### [Description of the task]
Wherever the line with "display:flex; gap:8px; padding:12px" sits in the listing below, transcribe from it up to and including the line with "flex:none; width:22px; height:22px;", exactly, and leave the remaining lines out.

### [Extracted data]
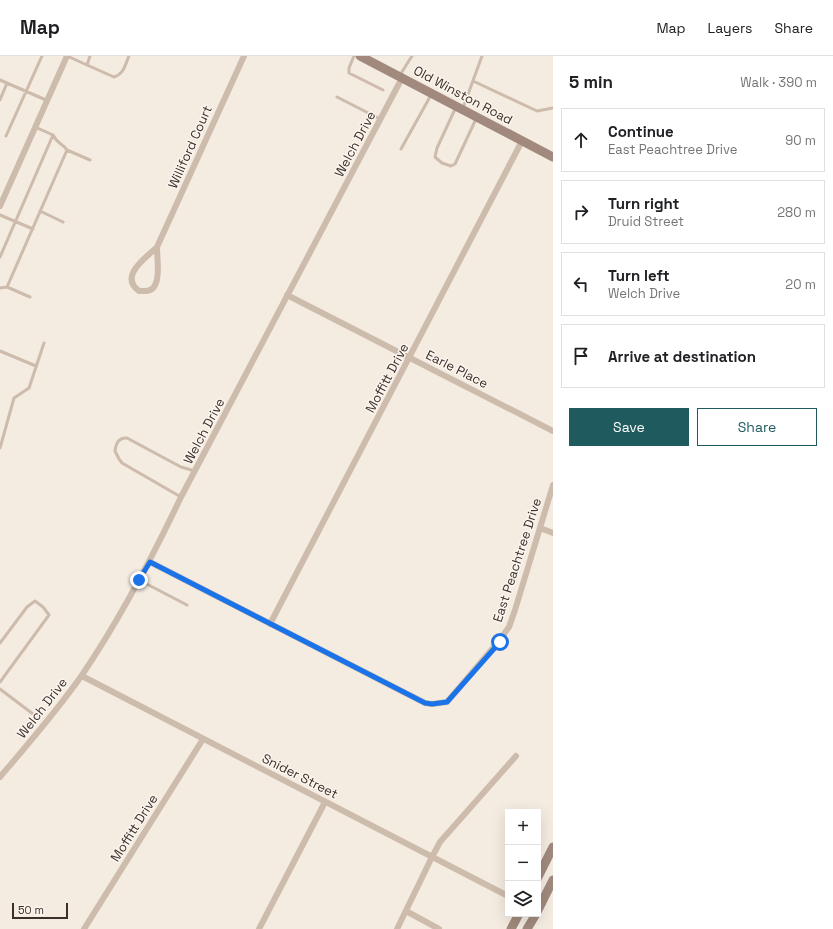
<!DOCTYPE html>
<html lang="en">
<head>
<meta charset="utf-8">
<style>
  body { margin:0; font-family:"Space Grotesk",sans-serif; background:#f2f2f2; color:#202124 }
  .controls { position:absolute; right:12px; bottom:12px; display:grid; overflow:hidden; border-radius:0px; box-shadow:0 4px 16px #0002 }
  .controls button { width:36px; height:36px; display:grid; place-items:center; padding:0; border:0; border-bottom:1px solid #e0e0e0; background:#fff; color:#202124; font:20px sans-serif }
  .scale { position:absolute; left:12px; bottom:10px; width:56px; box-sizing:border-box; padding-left:4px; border:2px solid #3b302b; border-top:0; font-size:11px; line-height:14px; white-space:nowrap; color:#3b302b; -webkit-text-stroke:3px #fbf5ee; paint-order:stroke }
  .stop { position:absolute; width:12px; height:12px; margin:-9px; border:3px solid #1a73e8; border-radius:50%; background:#fff }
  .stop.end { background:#1a73e8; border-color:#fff; box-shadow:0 1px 4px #0008 }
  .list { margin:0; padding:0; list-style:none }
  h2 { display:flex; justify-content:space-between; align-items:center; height:52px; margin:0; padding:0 16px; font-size:17px }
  h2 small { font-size:13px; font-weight:400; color:#757577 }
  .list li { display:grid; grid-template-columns:26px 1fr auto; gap:12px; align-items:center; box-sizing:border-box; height:64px; margin:0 8px 8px; padding:0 8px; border:1px solid #e0e0e0; border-radius:0px }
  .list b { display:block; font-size:15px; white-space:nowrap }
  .list p { margin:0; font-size:13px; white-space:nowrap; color:#757577 }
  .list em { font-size:13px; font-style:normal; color:#757577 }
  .actions { display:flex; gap:8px; padding:12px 16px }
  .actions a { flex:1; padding:9px 0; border:1px solid #1f5a5e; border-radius:0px; text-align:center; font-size:14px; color:#1f5a5e }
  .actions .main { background:#1f5a5e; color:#fff }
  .icon { flex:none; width:22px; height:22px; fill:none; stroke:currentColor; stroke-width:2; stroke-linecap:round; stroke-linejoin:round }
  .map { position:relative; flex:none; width:553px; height:873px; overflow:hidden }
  header { display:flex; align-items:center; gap:24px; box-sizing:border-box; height:56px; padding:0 20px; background:#fff; border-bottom:1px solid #e0e0e0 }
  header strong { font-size:19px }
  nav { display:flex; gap:22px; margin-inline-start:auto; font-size:14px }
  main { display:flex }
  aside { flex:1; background:#fff }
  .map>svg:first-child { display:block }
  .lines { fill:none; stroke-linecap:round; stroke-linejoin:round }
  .lane { stroke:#cdbbac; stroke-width:3 }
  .street { stroke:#cdbbac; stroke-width:6 }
  .secondary { stroke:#a18a7d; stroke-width:9 }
  .route { stroke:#1a73e8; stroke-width:5 }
  .labels { text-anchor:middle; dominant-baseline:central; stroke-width:3; stroke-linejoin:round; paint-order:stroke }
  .street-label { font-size:13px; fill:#3b302b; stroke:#fbf5ee }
</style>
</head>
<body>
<header>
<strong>Map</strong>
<nav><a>Map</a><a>Layers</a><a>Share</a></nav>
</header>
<main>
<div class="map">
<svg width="553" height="873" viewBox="0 0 553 873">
  <rect width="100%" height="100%" fill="#f4ebe1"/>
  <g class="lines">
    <path class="lane" d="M67,0l20,9 3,-9
      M354,0l-5,12v5l34,17
      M87,9l27,12c10,-3 11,-12 15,-21
      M400,19l12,-19
      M0,24l46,20
      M473,25l64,30 16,-3
      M337,41l43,22
      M0,44l7,-17
      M456,51l-19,41 -2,9 7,6 9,3 4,-2 21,-45
      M463,52l19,-52
      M6,80l36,-80
      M401,93l30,-54
      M67,94l23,10
      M40,155l23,11
      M0,159l33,14
      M0,201l53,-122
      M7,231l23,10
      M0,232l7,-1 60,-137c-4,-7 -9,-5 -14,-15l-18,-8
      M0,295l36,15
      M0,392l14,-50 15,-10 15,-45
      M181,441l-59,-34 -3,-4 -4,-8c1,-8 4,-14 12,-13l54,29 14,4
      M139,524l48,25
      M0,587l27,-36 8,-6 8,6 6,8 -49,67
      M0,633l33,25"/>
    <path class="street" d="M0,150l67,-150
      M157,191c-10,10 -39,29 -18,44 4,0 9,1 13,-2 9,-7 5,-31 5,-42l87,-191
      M287,239l266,136
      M540,472l13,5
      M150,506l275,141 7,1 15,-2 52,-61 10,-14 6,-17 38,-125
      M270,568l252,-483
      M82,620l426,220
      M0,721c28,-33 57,-66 82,-102 38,-56 70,-117 99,-178l221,-419
      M406,855l33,18
      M84,873l119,-190
      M259,873l66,-127
      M397,873l35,-72 8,-15 76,-86"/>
    <path class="secondary" d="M360,0l193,101
      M538,821l15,-30
      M538,854l15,-30
      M511,873l8,-15
      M527,873l9,-15"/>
  </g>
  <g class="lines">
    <path class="route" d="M139,524l11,-18 275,141 7,1 15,-2 53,-60"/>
  </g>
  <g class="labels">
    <g class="street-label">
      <text transform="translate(463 39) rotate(28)">Old Winston Road</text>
      <text transform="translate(355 88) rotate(-62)">Welch Drive</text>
      <text transform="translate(190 91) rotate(-66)">Williford Court</text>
      <text transform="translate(457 313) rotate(27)">Earle Place</text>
      <text transform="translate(387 322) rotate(-62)">Moffitt Drive</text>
      <text transform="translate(204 375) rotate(-62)">Welch Drive</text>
      <text transform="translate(517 504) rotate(-72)">East Peachtree Drive</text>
      <text transform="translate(42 652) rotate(-52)">Welch Drive</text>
      <text transform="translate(300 720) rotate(27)">Snider Street</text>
      <text transform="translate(134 772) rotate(-58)">Moffitt Drive</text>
    </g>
  </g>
</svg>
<div class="controls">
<button>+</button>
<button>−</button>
<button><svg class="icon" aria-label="layers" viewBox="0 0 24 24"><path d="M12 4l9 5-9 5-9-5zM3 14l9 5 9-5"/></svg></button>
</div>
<div class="scale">50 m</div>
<div class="stop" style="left:500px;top:586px"></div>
<div class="stop end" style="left:139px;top:524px"></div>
</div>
<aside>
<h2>5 min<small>Walk · 390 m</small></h2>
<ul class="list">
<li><svg class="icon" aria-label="ahead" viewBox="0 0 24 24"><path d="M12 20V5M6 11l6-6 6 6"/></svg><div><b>Continue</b><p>East Peachtree Drive</p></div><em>90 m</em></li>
<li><svg class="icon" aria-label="right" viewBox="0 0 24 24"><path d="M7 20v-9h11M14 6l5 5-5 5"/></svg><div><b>Turn right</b><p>Druid Street</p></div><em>280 m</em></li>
<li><svg class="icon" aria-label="left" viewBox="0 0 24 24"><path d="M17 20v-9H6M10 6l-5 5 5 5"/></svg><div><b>Turn left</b><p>Welch Drive</p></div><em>20 m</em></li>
<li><svg class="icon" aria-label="arrive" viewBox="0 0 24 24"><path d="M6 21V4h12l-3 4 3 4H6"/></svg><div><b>Arrive at destination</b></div></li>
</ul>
<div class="actions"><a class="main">Save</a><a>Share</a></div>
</aside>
</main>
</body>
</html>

### [Reply to the task]
  .actions { display:flex; gap:8px; padding:12px 16px }
  .actions a { flex:1; padding:9px 0; border:1px solid #1f5a5e; border-radius:0px; text-align:center; font-size:14px; color:#1f5a5e }
  .actions .main { background:#1f5a5e; color:#fff }
  .icon { flex:none; width:22px; height:22px; fill:none; stroke:currentColor; stroke-width:2; stroke-linecap:round; stroke-linejoin:round }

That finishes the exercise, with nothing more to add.